* **Task brief**
Reproduce exactly, and nothing but, the lines between the one with "List all text" and the end of the entries, both ends included.

* **Exercise material**
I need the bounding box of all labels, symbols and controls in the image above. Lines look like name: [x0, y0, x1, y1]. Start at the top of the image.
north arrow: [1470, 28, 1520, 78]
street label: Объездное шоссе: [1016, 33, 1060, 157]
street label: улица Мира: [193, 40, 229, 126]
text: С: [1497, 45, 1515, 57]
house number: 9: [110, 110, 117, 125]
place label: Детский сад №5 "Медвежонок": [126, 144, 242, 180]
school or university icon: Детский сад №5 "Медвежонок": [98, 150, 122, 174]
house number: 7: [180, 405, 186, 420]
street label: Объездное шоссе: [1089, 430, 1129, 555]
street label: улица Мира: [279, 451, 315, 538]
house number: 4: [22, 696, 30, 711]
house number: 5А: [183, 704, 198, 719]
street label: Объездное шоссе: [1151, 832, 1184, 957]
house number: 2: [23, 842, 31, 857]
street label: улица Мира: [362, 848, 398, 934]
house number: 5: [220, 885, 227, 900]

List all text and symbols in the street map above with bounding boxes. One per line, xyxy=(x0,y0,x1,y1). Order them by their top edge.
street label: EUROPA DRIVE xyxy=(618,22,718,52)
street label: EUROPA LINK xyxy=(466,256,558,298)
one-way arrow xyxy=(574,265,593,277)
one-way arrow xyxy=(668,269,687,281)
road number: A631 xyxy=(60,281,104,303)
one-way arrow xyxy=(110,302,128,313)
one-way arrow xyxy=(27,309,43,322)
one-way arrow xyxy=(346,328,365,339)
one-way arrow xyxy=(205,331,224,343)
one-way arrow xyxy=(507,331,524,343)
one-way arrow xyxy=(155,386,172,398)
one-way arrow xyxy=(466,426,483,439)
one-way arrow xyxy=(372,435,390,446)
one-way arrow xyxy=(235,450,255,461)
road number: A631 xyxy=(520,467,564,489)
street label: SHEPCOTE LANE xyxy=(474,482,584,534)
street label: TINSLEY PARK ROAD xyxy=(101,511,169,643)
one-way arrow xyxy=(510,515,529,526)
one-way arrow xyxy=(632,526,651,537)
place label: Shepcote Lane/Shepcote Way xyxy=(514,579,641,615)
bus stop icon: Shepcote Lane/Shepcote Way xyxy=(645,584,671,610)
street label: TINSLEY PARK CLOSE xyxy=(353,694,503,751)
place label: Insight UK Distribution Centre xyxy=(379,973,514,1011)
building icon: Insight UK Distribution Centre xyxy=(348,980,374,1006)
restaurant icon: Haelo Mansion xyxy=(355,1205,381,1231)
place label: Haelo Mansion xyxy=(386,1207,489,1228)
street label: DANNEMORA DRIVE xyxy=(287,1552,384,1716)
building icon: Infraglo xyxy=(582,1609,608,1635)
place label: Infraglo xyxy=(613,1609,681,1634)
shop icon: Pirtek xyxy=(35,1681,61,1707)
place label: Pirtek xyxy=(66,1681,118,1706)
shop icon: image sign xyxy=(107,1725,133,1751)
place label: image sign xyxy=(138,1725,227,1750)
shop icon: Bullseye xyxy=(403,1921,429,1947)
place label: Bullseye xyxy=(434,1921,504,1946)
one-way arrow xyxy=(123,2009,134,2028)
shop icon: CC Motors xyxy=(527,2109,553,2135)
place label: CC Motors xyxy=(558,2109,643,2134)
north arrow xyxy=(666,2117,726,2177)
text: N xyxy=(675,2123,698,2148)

* **Written response**
List all text and symbols in the street map above with bounding boxes. One per line, xyxy=(x0,y0,x1,y1). Order them by their top edge.
street label: EUROPA DRIVE xyxy=(618,22,718,52)
street label: EUROPA LINK xyxy=(466,256,558,298)
one-way arrow xyxy=(574,265,593,277)
one-way arrow xyxy=(668,269,687,281)
road number: A631 xyxy=(60,281,104,303)
one-way arrow xyxy=(110,302,128,313)
one-way arrow xyxy=(27,309,43,322)
one-way arrow xyxy=(346,328,365,339)
one-way arrow xyxy=(205,331,224,343)
one-way arrow xyxy=(507,331,524,343)
one-way arrow xyxy=(155,386,172,398)
one-way arrow xyxy=(466,426,483,439)
one-way arrow xyxy=(372,435,390,446)
one-way arrow xyxy=(235,450,255,461)
road number: A631 xyxy=(520,467,564,489)
street label: SHEPCOTE LANE xyxy=(474,482,584,534)
street label: TINSLEY PARK ROAD xyxy=(101,511,169,643)
one-way arrow xyxy=(510,515,529,526)
one-way arrow xyxy=(632,526,651,537)
place label: Shepcote Lane/Shepcote Way xyxy=(514,579,641,615)
bus stop icon: Shepcote Lane/Shepcote Way xyxy=(645,584,671,610)
street label: TINSLEY PARK CLOSE xyxy=(353,694,503,751)
place label: Insight UK Distribution Centre xyxy=(379,973,514,1011)
building icon: Insight UK Distribution Centre xyxy=(348,980,374,1006)
restaurant icon: Haelo Mansion xyxy=(355,1205,381,1231)
place label: Haelo Mansion xyxy=(386,1207,489,1228)
street label: DANNEMORA DRIVE xyxy=(287,1552,384,1716)
building icon: Infraglo xyxy=(582,1609,608,1635)
place label: Infraglo xyxy=(613,1609,681,1634)
shop icon: Pirtek xyxy=(35,1681,61,1707)
place label: Pirtek xyxy=(66,1681,118,1706)
shop icon: image sign xyxy=(107,1725,133,1751)
place label: image sign xyxy=(138,1725,227,1750)
shop icon: Bullseye xyxy=(403,1921,429,1947)
place label: Bullseye xyxy=(434,1921,504,1946)
one-way arrow xyxy=(123,2009,134,2028)
shop icon: CC Motors xyxy=(527,2109,553,2135)
place label: CC Motors xyxy=(558,2109,643,2134)
north arrow xyxy=(666,2117,726,2177)
text: N xyxy=(675,2123,698,2148)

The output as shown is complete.